Rat liver free cytosolic Ca2+ and glycogen phosphorylase in endotoxicosis and sepsis.

Rats were treated with Escherichia coli endotoxin (ET) either acutely or chronically or rendered septic by cecal ligation and puncture. At 6 h after ET injection, at various intervals of continuous ET infusion, and at 17-18 h after the onset of peritonitis, animals were killed and hepatocytes were isolated. Cytosolic [Ca2+] ([Ca2+]c) was measured by quin 2 during the resting state and after stimulation with epinephrine and vasopressin. Basal and epinephrine-, vasopressin- and glucagon-stimulated glycogen phosphorylase activity were also determined. In hepatocytes from acutely ET-treated rats, resting levels of [Ca2+]c were decreased 46% from 245.8 +/- 11.0 to 131.0 +/- 8.5 nM (n = 4-6, P less than 0.05).
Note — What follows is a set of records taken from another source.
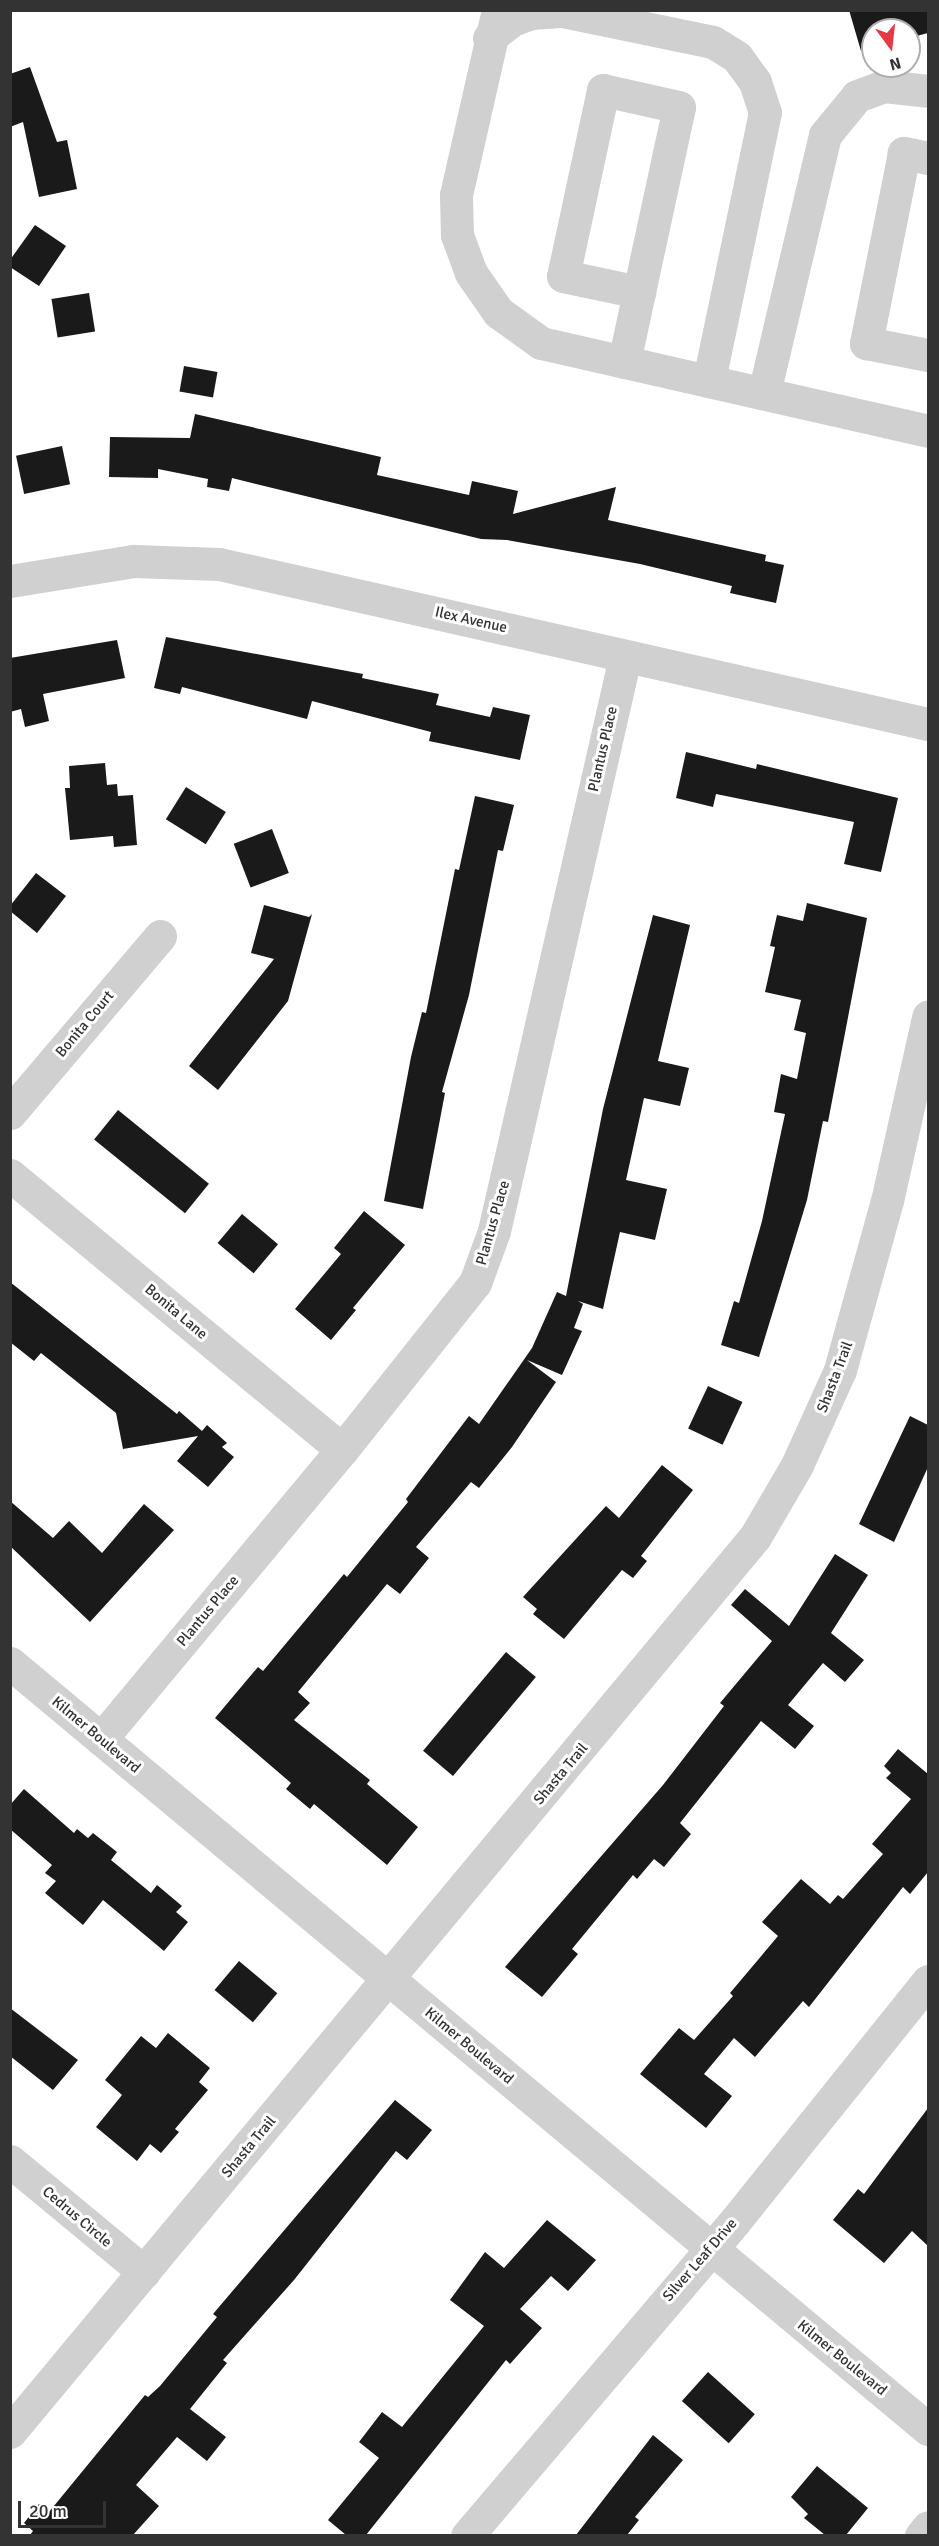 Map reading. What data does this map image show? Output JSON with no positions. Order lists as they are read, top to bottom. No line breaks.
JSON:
{"streets":{"street":["Ilex Avenue","Plantus Place","Bonita Court","Bonita Lane","Shasta Trail","Kilmer Boulevard","Cedrus Circle","Silver Leaf Drive"]},"crossings":[["Ilex Avenue","Plantus Place"],["Plantus Place","Bonita Lane"],["Plantus Place","Kilmer Boulevard"],["Shasta Trail","Kilmer Boulevard"],["Shasta Trail","Cedrus Circle"],["Kilmer Boulevard","Silver Leaf Drive"]],"scale_bar":"20 m","north":"bottom"} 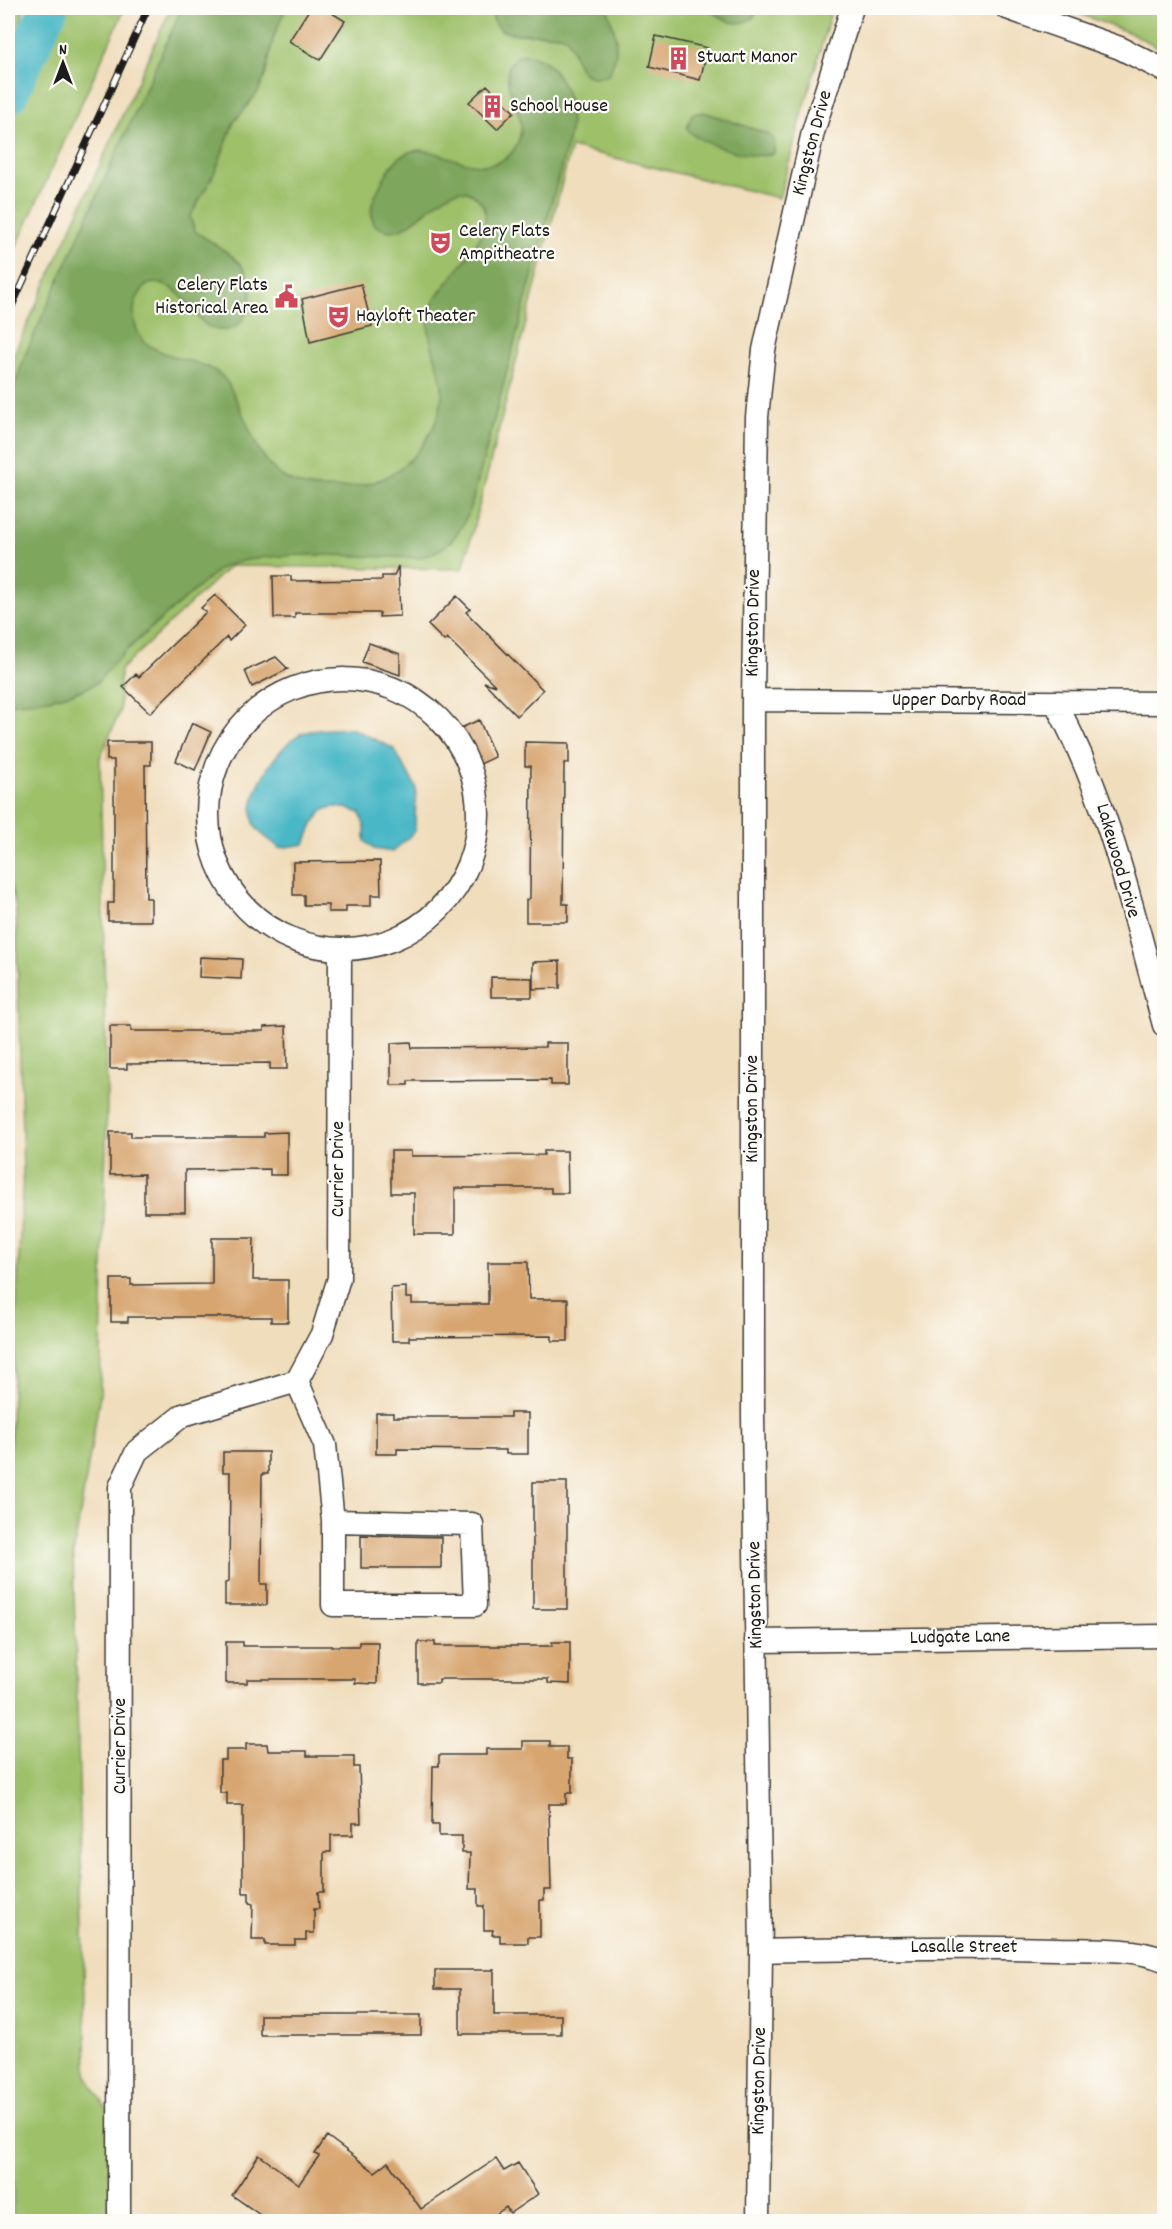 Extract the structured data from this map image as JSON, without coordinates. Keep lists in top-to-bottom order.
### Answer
{
  "streets": {
    "street": [
      "Kingston Drive",
      "Upper Darby Road",
      "Lakewood Drive",
      "Currier Drive",
      "Ludgate Lane",
      "Lasalle Street"
    ]
  },
  "crossings": [
    ["Kingston Drive", "Upper Darby Road"],
    ["Kingston Drive", "Ludgate Lane"],
    ["Kingston Drive", "Lasalle Street"],
    ["Upper Darby Road", "Lakewood Drive"]
  ],
  "places": {
    "building": ["Stuart Manor", "School House"],
    "theatre": ["Celery Flats Ampitheatre", "Hayloft Theater"],
    "public building": ["Celery Flats Historical Area"]
  },
  "north": "top"
} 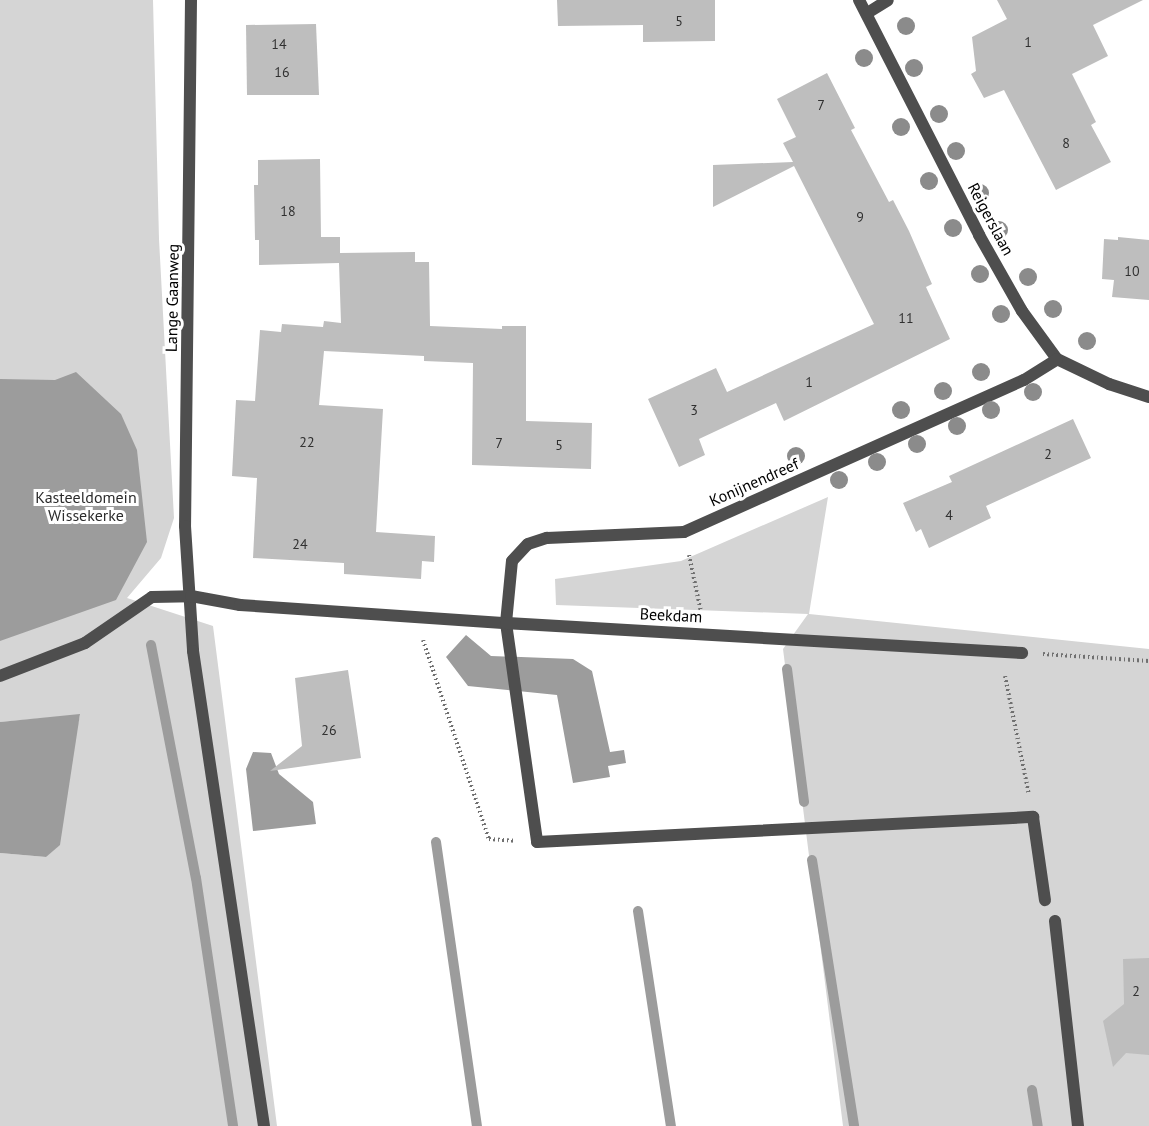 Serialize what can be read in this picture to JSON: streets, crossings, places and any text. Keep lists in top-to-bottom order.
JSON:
{
  "streets": {
    "street": [
      "Reigerslaan",
      "Lange Gaanweg",
      "Konijnendreef",
      "Beekdam"
    ]
  },
  "crossings": [
    ["Reigerslaan", "Konijnendreef"],
    ["Lange Gaanweg", "Beekdam"],
    ["Konijnendreef", "Beekdam"]
  ],
  "parks": ["Kasteeldomein Wissekerke"],
  "house_numbers": [
    "5",
    "1",
    "14",
    "16",
    "7",
    "8",
    "18",
    "9",
    "10",
    "11",
    "1",
    "3",
    "22",
    "7",
    "5",
    "2",
    "4",
    "24",
    "26",
    "2"
  ]
} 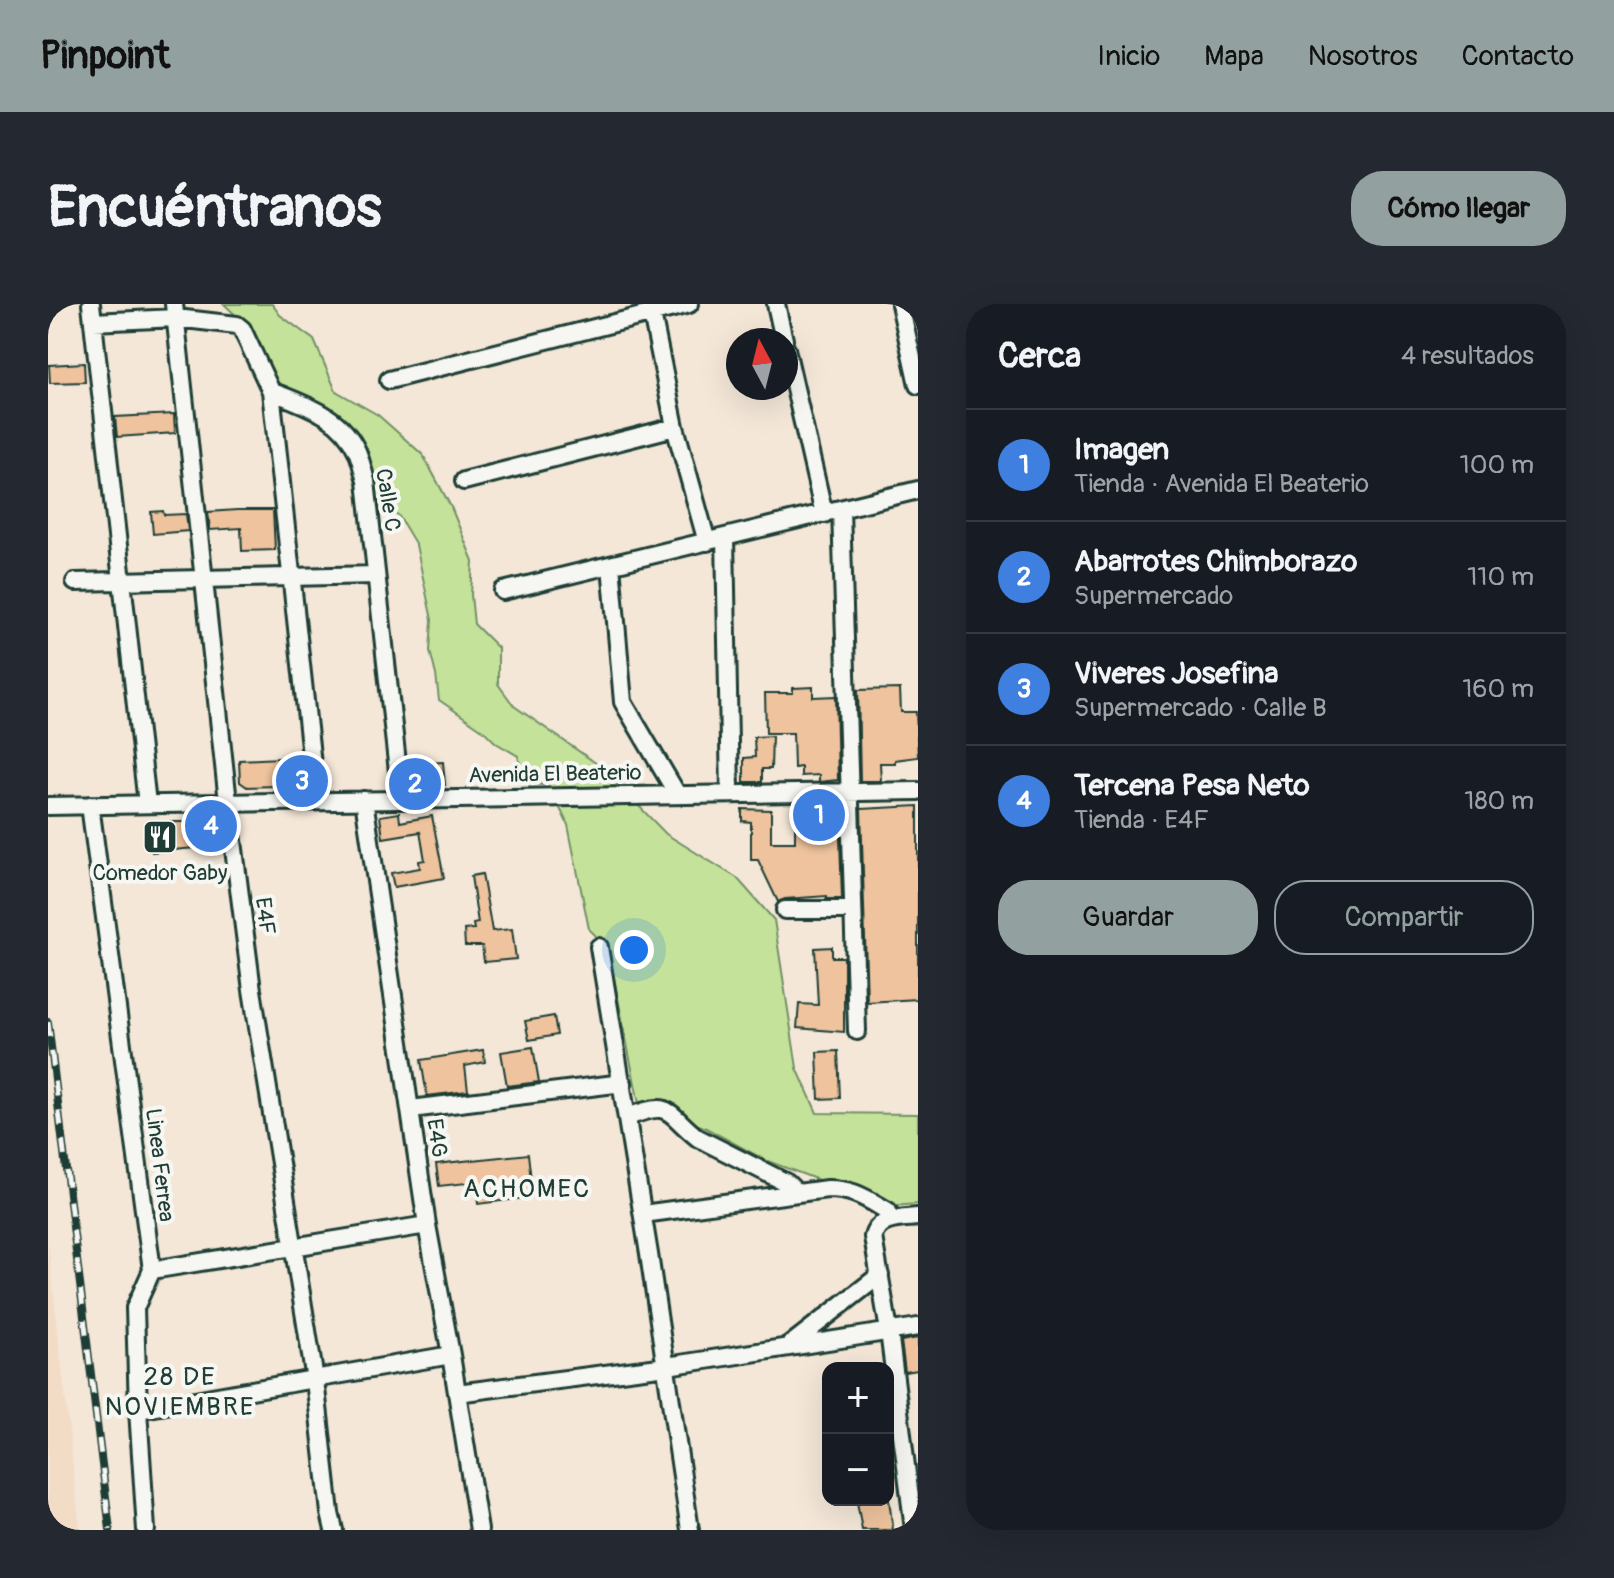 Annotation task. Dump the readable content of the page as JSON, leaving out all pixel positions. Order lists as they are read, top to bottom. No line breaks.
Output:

In septic rats a 39.5% decrease was noted [i.e., from 154.0 +/- 17.7 (n = 4, sham) to 93.3 +/- 91 nM (n = 5, septic, P less than 0.05)]. These decreased [Ca2+]c levels were associated with changes of glycogen phosphorylase activity in a manner suggesting a cause and effect relationship; e.g., acute ET treatment resulted in greater than 80% depression of phosphorylase a activity, whereas sepsis induced a 58% decrease in the activity of this enzyme. In ET-infused rats the resting level of [Ca2+]c and its response to hormonal stimulation were not different from hepatocytes of saline-infused rats, although glycogen phosphorylase activity was less responsive to these hormones. The effect on the enzyme's response to Ca2+-mobilizing hormones was more marked than to glucagon. This is consistent with the concept that information flow in the Ca2+-messenger system is a site of metabolic lesions produced by endotoxicosis and sepsis.